Medeshi April 1, 2009
Why the War Crimes?
By : Harry Shearer
Actor, author, director, satirist, musician, radio host, playwright, multi-media artist
Read More: Abu-Zubaydah, Afghanistan, Bush Administration Torture, Dick Cheney, Dick Cheney Torture, John Ashcroft, Richard Clarke, Ron Suskind, Torture, Politics News
Sunday's Washington Post article, recapitulating much of Ron Suskind's earlier reporting, that Abu Zubaydah wasn't the feared number 3 of Al-Qaeda, and that the intelligence he spilled after being waterboarded was all junk, was--or should be--the last step in removing the scales from the eyes of all but the Cheney retainers. Along with the outing of the International Red Cross report, which clearly and unequivocally called "enhanced interrogation" what it is--torture, the Post piece and Dan Froomkin's accompanying blog post make the case a slam dunk that our previous administration committed war crimes.
But why? Why persist in a policy that, according to the Post, wasted the time of FBI and CIA officers chasing down false leads, wasting millions, and didn't make us any safer, all the while proudly boasting the opposite? Col. Larry Wilkerson, former Chief of Staff to former Secretary of State Colin Powell, offered a partial answer in a blog post three weeks ago. In it, Wilkerson asserts that high officials at State knew early on that most Guantanamo inmates were guilty of nothing more than being in the wrong zip code, people who were rounded up and delivered to Americans because we were paying cash money for bodies in and around Afghanistan, and warlords and their friends were more than eager to settle some scores while replenishing the old coffers.
More importantly, he suggests why the knowledge that "the worst of the worst" were really innocent was no impediment to the continued incarceration and interrogation of these people: an intelligence program called Mosaic, in which even innocents could contribute useful shreds of information--where were the mailboxes on their street?--that could combine with actual intel to paint a broader picture.

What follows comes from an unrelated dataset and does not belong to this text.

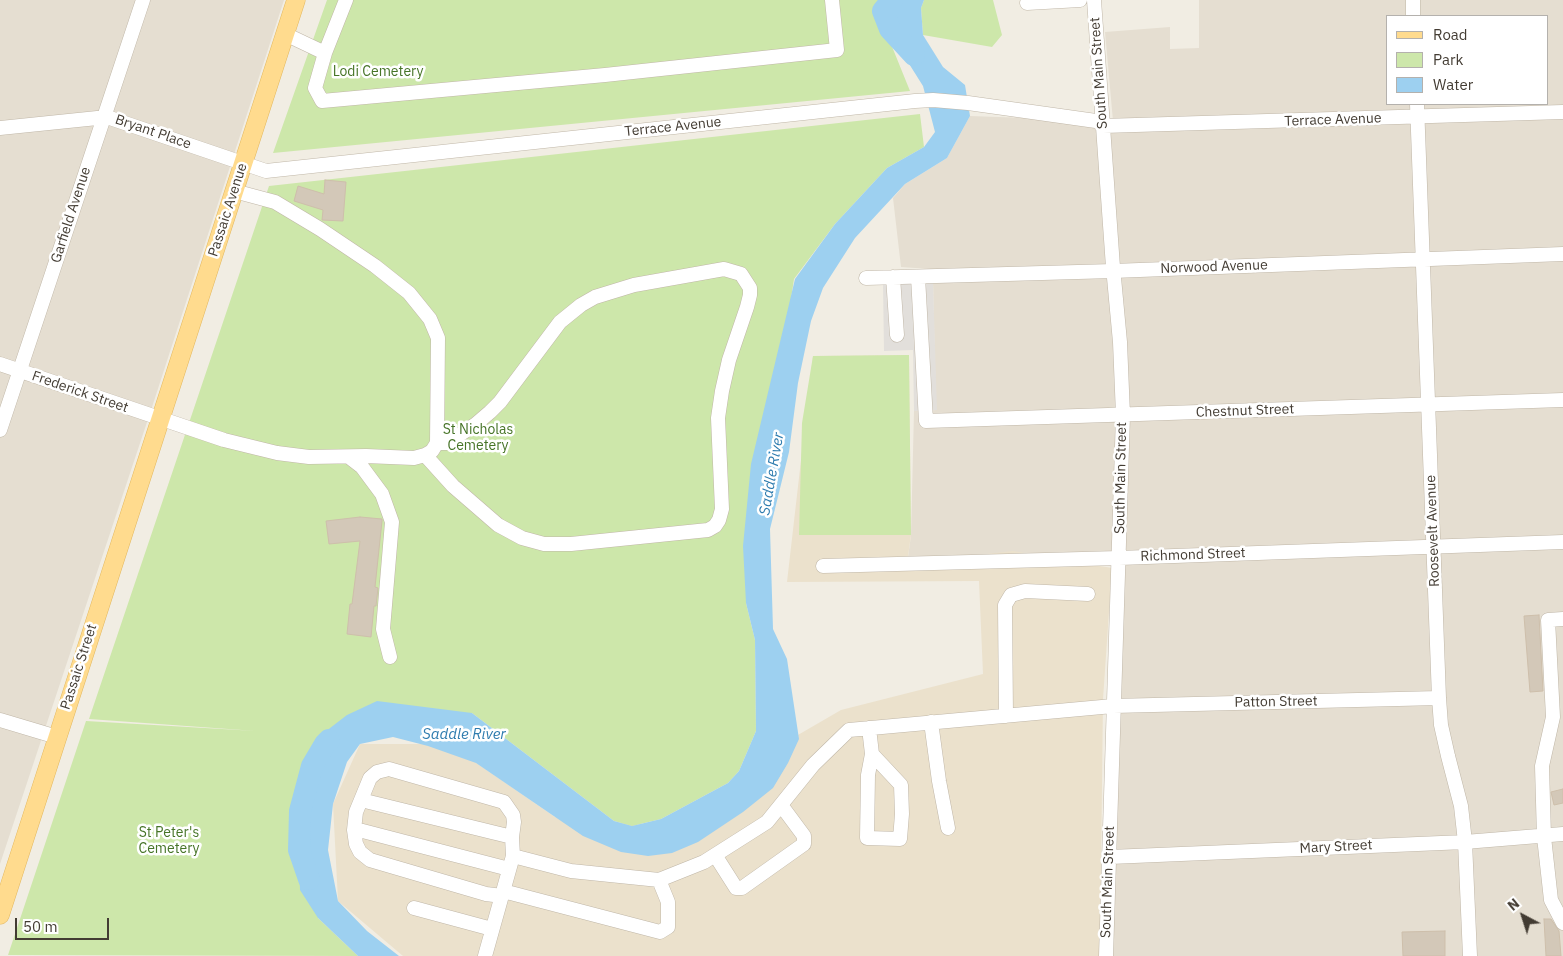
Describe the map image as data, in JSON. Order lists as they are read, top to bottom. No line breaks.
{"streets":{"main road":["Passaic Avenue","Passaic Street"],"street":["South Main Street","Terrace Avenue","Bryant Place","Garfield Avenue","Norwood Avenue","Frederick Street","Chestnut Street","Roosevelt Avenue","Richmond Street","Patton Street","Mary Street"]},"crossings":[["South Main Street","Terrace Avenue"],["South Main Street","Norwood Avenue"],["South Main Street","Chestnut Street"],["South Main Street","Richmond Street"],["South Main Street","Patton Street"],["South Main Street","Mary Street"],["Terrace Avenue","Bryant Place"],["Terrace Avenue","Passaic Avenue"],["Terrace Avenue","Roosevelt Avenue"],["Bryant Place","Passaic Avenue"],["Bryant Place","Garfield Avenue"],["Passaic Avenue","Frederick Street"],["Passaic Avenue","Passaic Street"],["Garfield Avenue","Frederick Street"],["Norwood Avenue","Chestnut Street"],["Norwood Avenue","Roosevelt Avenue"],["Frederick Street","Passaic Street"],["Chestnut Street","Roosevelt Avenue"],["Roosevelt Avenue","Richmond Street"],["Roosevelt Avenue","Patton Street"],["Roosevelt Avenue","Mary Street"]],"water":["Saddle River"],"parks":["Lodi Cemetery","St Nicholas Cemetery","St Peter's Cemetery"],"legend":["Road","Park","Water"],"scale_bar":"50 m","north":"top left"}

That doesn't explain, however, the case of Abu Zubaydah, known to higher-ups to be wasting time and resources with bogus intel just to stop the horror. Why persist with the charade? Froomkin cites one possible reason:
But according to (author Ron) Suskind, even as Bush was publicly proclaiming Zubaida's malevolence, he was privately being briefed about doubts within the intelligence community regarding Zubaida's significance -- and mental stability. Suskind quotes the following exchange between Bush and then-CIA director George Tenet:
"'I said he was important,' Bush said to Tenet at one of their daily meetings. 'You're not going to let me lose face on this, are you?'
"'No Sir, Mr. President.'"
Well, he does have a nice face, shame to lose any of it. More substantively, the Bush administration had one clear, unambiguous message after 9/11. You may remember the mantra. It was, "everything has changed". It was specious, of course, most of our lives are resolutely the same as before the attack, except for the necessity of putting up with bad security theater at the airport while cargo whizzes through our seaports uninspected. But the underlying message of that mantra was that 9/11 didn't represent a failure of the government to connect the dots, to be alert to, and correlate the fusillade of warnings that was famously setting terrorism advisor Richard Clarke's "hair on fire" in the summer of 2001, that John Ashcroft's reported statement to the interim head of the FBI that he didn't want to hear any more warnings about terrorism didn't reflect a systemic failure.
In the post-9/11 world, the gloves had to come off. The fault was in the silly restrictions that prevented tough-minded people from doing what had to be done. If the criticism from the 9/11 commission and other critics was that the dots hadn't been connected, in the new world we would connect anything that even looked like dots, and where there weren't dots, we'd create some. You want dots? We got 'em.
So, an administration that showed a public face that professed a belief that every human life was sacred was prepared to treat innumerable humans as nothing more than fodder for the dot machine, merely to prove that the horrific attack in its eighth month in office couldn't possibly have been its fault.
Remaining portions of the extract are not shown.